Indian Cinema, the historical development of cinema in India. Cinema is popularly acknowledged to have been introduced to India through the famed private screenings by the Lumière Brothers at the Watson’s Hotel, Bombay, on July 7, 1896. As elsewhere, however, a variety of “pre-cinema” technologies and art forms addressing the projected moving image have subsequently been named as important precedents: the “pat” painting mural tradition present in various forms all over the country, in which an interlocutor/storyteller usually illuminates images while interpreting them in music and words (for example, the Rajasthani Pabuji-no-pad, the Maharashtrian Chitrakathi, or the animated leather puppets of Andhra Pradesh). More directly related to film technology itself, the Patwardhan Brothers’ Shambarik Kharolika (Magic Lantern) from the late 19th century in Maharashtra is one of the best-known instances of partially animated glass plates projected onto a screen.

II THE SILENT ERA

The film industry in India began in two very contrasting sectors. On the one hand, distribution agencies (such as Bourne & Shepherd, Calcutta, Clifton & Co., Bombay, or the Madras Photographic Stores) often extended their business in still photography to distribute both “animated photographs” and offer crews on hire to shoot tea parties, advertising films, and prominent stage plays. They were joined in this genre by films sponsored by the colonial state and the indigenous royalty, official cameramen accompanying royal entourages (a prominent event of this nature being the extensively filmed Grand Durbar of King George V in Delhi, 1911). On the other hand, the first Indian film-makers were mainly independent amateurs: Harishchandra Sakharam Bhatvadekar, who made several shorts (for example, Wrangler Mr R. P. Paranjpye’s Return to India, 1902), was one of the best known. He also extended his film-making into an independent tent-show distribution and thence into what was, in the first decade of the 20th century, one of India’s better-known businesses trading in camera equipment. Hiralal Sen started the Royal Bioscope Company (1899) on the edge of Calcutta’s thriving commercial stage, which was even then adapting to film with Amritlal Bose’s innovative programming at the Star Theatre.

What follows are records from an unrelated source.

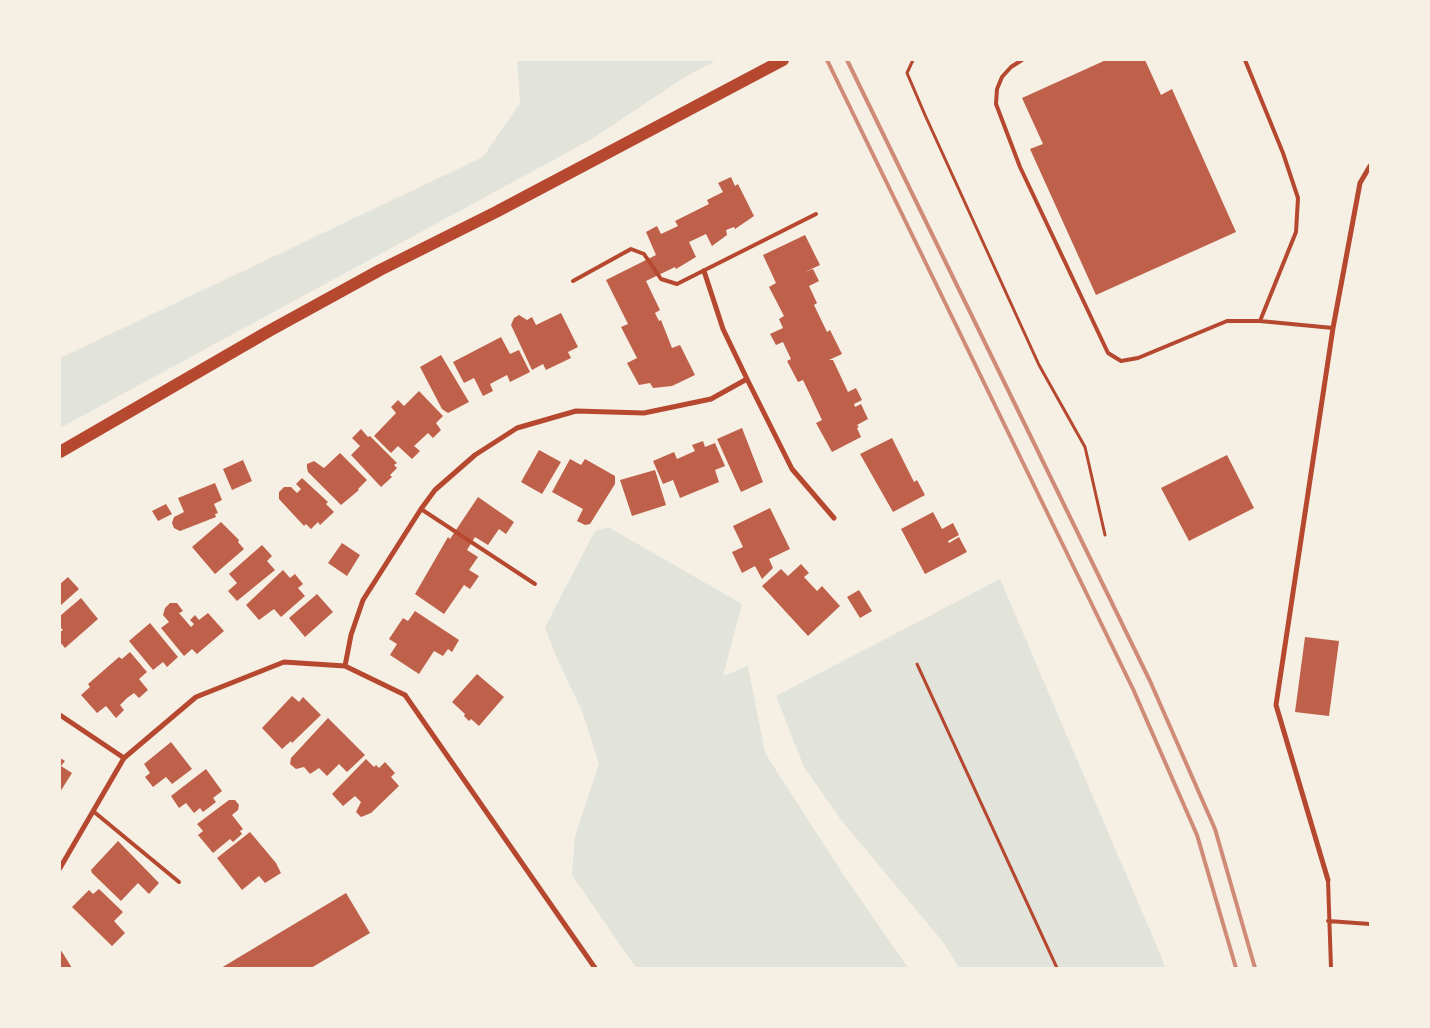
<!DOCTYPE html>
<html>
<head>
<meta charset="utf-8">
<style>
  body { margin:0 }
  #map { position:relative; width:1430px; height:1028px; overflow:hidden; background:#f6efe4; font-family:"Space Grotesk",sans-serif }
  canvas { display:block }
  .frame { position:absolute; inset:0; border:61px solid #f6efe4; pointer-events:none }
</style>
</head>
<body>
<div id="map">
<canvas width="1430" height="1028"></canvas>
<div class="frame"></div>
</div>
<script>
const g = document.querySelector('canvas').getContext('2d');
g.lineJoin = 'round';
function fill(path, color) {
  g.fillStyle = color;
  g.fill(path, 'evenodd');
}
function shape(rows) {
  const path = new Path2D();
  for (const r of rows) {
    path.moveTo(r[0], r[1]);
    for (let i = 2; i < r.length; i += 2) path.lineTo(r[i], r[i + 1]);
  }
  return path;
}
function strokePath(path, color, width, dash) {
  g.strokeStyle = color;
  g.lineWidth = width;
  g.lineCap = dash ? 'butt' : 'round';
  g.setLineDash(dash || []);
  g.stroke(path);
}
const green = shape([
  [517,60,717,60,685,77,592,139,60,428,60,358,483,157,520,103],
  [608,527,742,604,723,676,748,666,765,753,841,871,908,968,636,968,572,875,575,836,599,764,582,711,555,654,545,627,595,531],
  [1000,579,1161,956,1165,968,959,968,943,942,841,820,804,767,776,696]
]);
const building = shape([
  [1106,60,1145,60,1161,95,1172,89,1236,232,1096,295,1030,149,1043,144,1022,98],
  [731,177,735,186,738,184,754,216,735,229,734,227,726,230,727,235,712,246,706,234,689,242,696,257,676,269,675,267,646,281,660,310,655,313,659,321,661,320,672,348,680,345,695,375,672,386,653,388,650,383,639,385,627,363,637,358,621,327,628,324,606,280,656,255,646,232,657,226,661,234,678,226,675,221,709,204,707,200,723,192,718,183],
  [805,235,820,265,805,272,813,269,819,281,809,286,817,303,814,305,827,332,830,330,842,354,829,360,833,360,848,392,856,388,862,400,854,404,855,407,861,404,868,419,857,425,859,427,857,428,861,437,832,452,816,423,822,420,803,380,798,382,787,361,791,359,783,342,776,345,770,334,783,328,779,319,784,316,769,287,776,283,763,255],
  [561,313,578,347,568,352,571,358,546,370,543,364,532,370,511,325,514,318,519,315,527,320,532,317,536,325],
  [501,337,510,354,519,350,530,372,510,382,507,375,490,384,493,391,483,396,474,378,464,383,453,362],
  [441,355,469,402,448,413,442,409,420,367],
  [419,391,443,416,436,423,441,430,433,438,428,433,414,446,420,451,412,459,398,446,391,453,374,436,396,413,391,407,398,400,404,406],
  [742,428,763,482,741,492,717,439],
  [361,429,368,437,370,436,397,463,394,465,397,468,390,475,392,477,381,487,351,455,360,446,352,438],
  [892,438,914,482,917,480,925,495,893,512,860,454],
  [703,441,705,447,715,443,725,466,715,470,719,482,680,498,673,480,663,484,653,461,674,452,677,459,695,451,692,445],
  [539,450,561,462,542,494,521,482],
  [340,453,367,480,358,489,359,490,341,505,308,472,307,468,307,464,314,461,324,468],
  [1227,455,1254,508,1189,541,1161,488],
  [570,459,581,465,585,459,615,476,615,484,590,524,585,525,577,521,583,509,552,492],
  [243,460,252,481,232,490,223,469],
  [655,470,666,505,632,516,620,480],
  [302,478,328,502,326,504,334,512,320,525,318,522,311,529,306,524,304,526,279,499,279,492,284,487,291,487,297,493,301,489,296,484],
  [215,483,222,500,214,504,218,513,215,514,216,517,180,531,174,528,172,523,174,517,184,512,178,498],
  [478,497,514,522,506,534,499,529,488,545,475,537,467,550,478,557,469,570,479,576,470,589,464,585,444,614,415,594,448,537,450,539],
  [166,504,172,514,158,521,152,511],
  [770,508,790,549,769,559,773,568,762,579,755,566,742,573,732,552,743,547,733,526],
  [933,512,942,529,953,523,959,535,948,541,949,543,959,537,967,552,925,574,901,529],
  [221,522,239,540,238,542,244,549,215,574,192,547],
  [342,543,360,555,347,576,328,563],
  [262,545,272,556,267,561,275,570,237,601,228,591,237,583,229,574],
  [801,564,809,573,804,577,817,591,822,586,840,606,808,636,762,586,781,569,788,576],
  [283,570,290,578,295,574,303,584,298,588,305,596,281,617,274,609,259,620,246,605],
  [68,577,79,589,60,606,60,584],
  [859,590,872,611,860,618,847,597],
  [317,594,333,612,305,637,289,618],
  [81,598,98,619,65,648,60,642,60,632,63,630,60,627,60,616],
  [170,603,177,603,183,611,179,613,191,627,194,624,190,620,195,615,199,620,208,613,224,631,197,654,192,649,184,656,161,628,169,622,163,615,165,608],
  [415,611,459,640,452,652,448,649,443,656,434,651,419,674,390,655,397,644,389,639,403,618,408,621],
  [150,623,178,657,167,667,163,662,153,670,129,641],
  [1305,637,1339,641,1329,716,1295,712],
  [130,652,147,672,139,679,148,690,139,698,134,693,127,698,120,705,124,710,116,718,106,706,97,713,81,695,90,687,88,684,119,657,122,659],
  [477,674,504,697,479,726,471,719,469,721,464,716,465,714,452,702],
  [292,696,299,702,303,697,321,715,292,743,291,741,282,749,262,728],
  [328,718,365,755,347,772,339,764,327,776,319,768,310,774,304,767,296,769,290,764,291,758],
  [171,742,192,769,172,784,166,777,153,787,145,777,150,773,144,764],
  [60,758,65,761,61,766,72,773,60,792],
  [366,759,374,767,376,765,379,768,385,762,395,773,391,777,399,786,371,813,361,817,356,812,361,802,355,796,343,806,332,794],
  [206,769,222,791,213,798,216,802,203,812,200,808,194,813,186,803,179,808,171,796],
  [229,800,235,800,239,805,238,810,232,815,243,829,240,831,242,834,233,842,230,839,213,853,198,835,203,831,197,824],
  [250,832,276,863,281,873,265,883,259,876,242,890,217,858],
  [118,841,159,883,149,894,138,883,121,901,92,873,91,870],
  [99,889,123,912,114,921,125,933,112,946,72,907,89,890,93,894],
  [346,893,370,933,311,968,221,968],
  [60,949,64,955,72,968,60,968]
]);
const path = shape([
  [913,60,907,73,925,115,1039,365,1085,447,1105,535],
  [917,664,1057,968]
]);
const service = shape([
  [1022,60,1011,67,1002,77,997,89,996,104,1020,167,1108,353,1121,361,1138,358,1227,321,1260,321,1333,328],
  [1245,60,1283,153,1298,198,1296,232,1260,321],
  [573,281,631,249,644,254,661,279,677,284,816,214],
  [421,509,535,584],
  [93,811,179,882],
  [1328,880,1331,968],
  [1328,921,1370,924]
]);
const minor = shape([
  [704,271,723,329,747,379],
  [345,666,351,635,363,600,421,509,435,490,475,455,517,428,576,411,644,413,711,399,747,379,792,469,834,518],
  [60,715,124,758],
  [60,868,124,758,196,697,284,662,345,666,405,695,595,968],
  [1328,880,1276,705,1333,328,1360,183,1370,166]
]);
const primary = shape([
  [60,452,269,331,380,270,496,212,783,60]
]);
const rail = shape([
  [827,60,1133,689,1197,835,1236,968],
  [847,60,1150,681,1215,829,1255,968]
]);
fill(green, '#e2e4dc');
fill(building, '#bf614a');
strokePath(path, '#b5482f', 3);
strokePath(service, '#b5482f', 4);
strokePath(minor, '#b5482f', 5);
strokePath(primary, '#b5482f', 12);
strokePath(rail, '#cf8b77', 4);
</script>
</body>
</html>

The first film-maker in something like the contemporary sense was the man known as the “father of Indian Cinema”, Dhundiraj Govind (aka Dadasaheb) Phalke, who made his debut with Raja Harishchandra (1913; King Harishchandra) made in a domestic, cottage-industry studio. In 1918 he started the Hindustan Cinema Films Company at Nasik, with finance from Mayashankar Bhatt representing the first real instance of indigenous capital entering film production. Much of the early money for production, during the period 1915-1922, was an expansion of real-estate speculation entering theatre-building and thence distribution and production, notably in Punjab and western India.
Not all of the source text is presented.